Given entries:

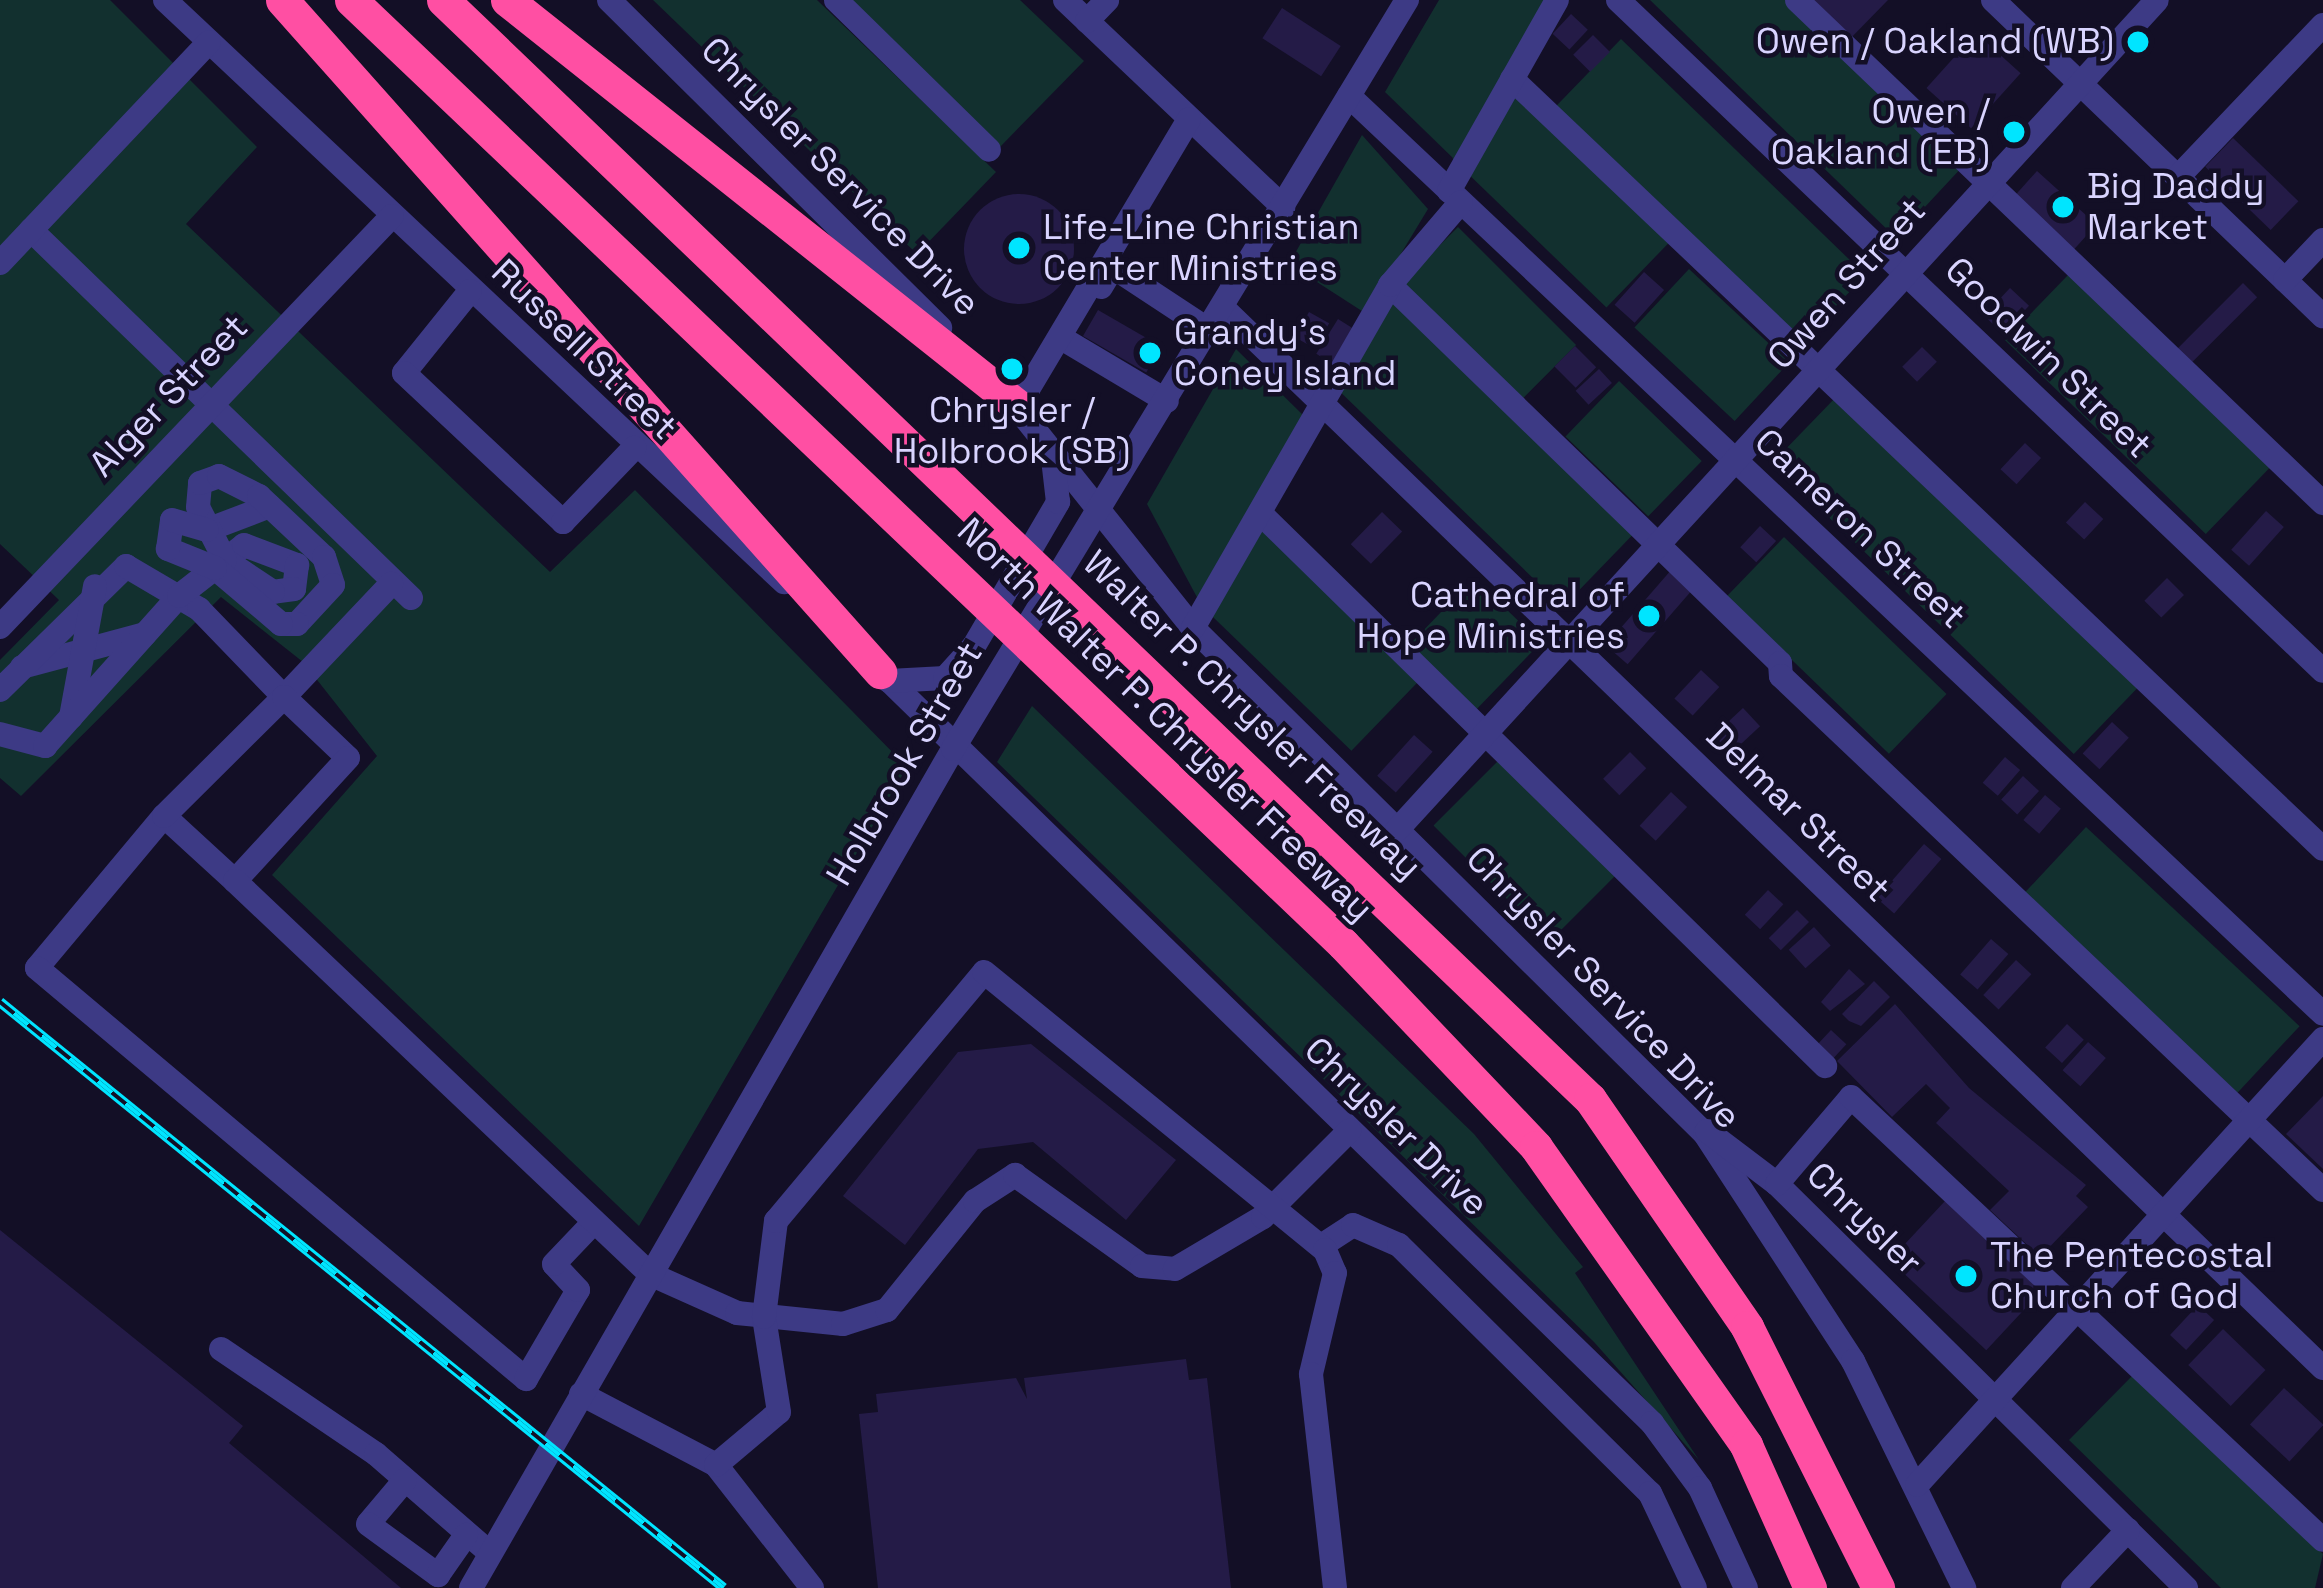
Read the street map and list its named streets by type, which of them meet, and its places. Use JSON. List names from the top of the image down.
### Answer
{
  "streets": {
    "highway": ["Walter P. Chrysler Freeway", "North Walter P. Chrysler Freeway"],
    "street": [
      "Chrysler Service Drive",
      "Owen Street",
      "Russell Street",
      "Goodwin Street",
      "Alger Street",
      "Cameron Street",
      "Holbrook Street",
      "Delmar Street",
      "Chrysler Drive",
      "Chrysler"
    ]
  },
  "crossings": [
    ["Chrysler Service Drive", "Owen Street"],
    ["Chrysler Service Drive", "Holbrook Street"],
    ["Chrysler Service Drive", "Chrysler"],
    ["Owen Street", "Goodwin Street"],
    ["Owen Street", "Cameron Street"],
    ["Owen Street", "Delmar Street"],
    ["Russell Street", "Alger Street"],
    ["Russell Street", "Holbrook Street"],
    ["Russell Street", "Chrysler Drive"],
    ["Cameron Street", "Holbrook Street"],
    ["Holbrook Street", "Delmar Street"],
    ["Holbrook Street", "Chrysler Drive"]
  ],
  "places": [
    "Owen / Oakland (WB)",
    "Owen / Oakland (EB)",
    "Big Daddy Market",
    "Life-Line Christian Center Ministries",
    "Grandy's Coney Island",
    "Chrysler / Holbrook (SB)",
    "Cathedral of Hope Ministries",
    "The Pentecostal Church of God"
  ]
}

Assignment:
Could you retype all the entries exactly, skipping the pictures?

Task solution:
Read the street map and list its named streets by type, which of them meet, and its places. Use JSON. List names from the top of the image down.
### Answer
{
  "streets": {
    "highway": ["Walter P. Chrysler Freeway", "North Walter P. Chrysler Freeway"],
    "street": [
      "Chrysler Service Drive",
      "Owen Street",
      "Russell Street",
      "Goodwin Street",
      "Alger Street",
      "Cameron Street",
      "Holbrook Street",
      "Delmar Street",
      "Chrysler Drive",
      "Chrysler"
    ]
  },
  "crossings": [
    ["Chrysler Service Drive", "Owen Street"],
    ["Chrysler Service Drive", "Holbrook Street"],
    ["Chrysler Service Drive", "Chrysler"],
    ["Owen Street", "Goodwin Street"],
    ["Owen Street", "Cameron Street"],
    ["Owen Street", "Delmar Street"],
    ["Russell Street", "Alger Street"],
    ["Russell Street", "Holbrook Street"],
    ["Russell Street", "Chrysler Drive"],
    ["Cameron Street", "Holbrook Street"],
    ["Holbrook Street", "Delmar Street"],
    ["Holbrook Street", "Chrysler Drive"]
  ],
  "places": [
    "Owen / Oakland (WB)",
    "Owen / Oakland (EB)",
    "Big Daddy Market",
    "Life-Line Christian Center Ministries",
    "Grandy's Coney Island",
    "Chrysler / Holbrook (SB)",
    "Cathedral of Hope Ministries",
    "The Pentecostal Church of God"
  ]
}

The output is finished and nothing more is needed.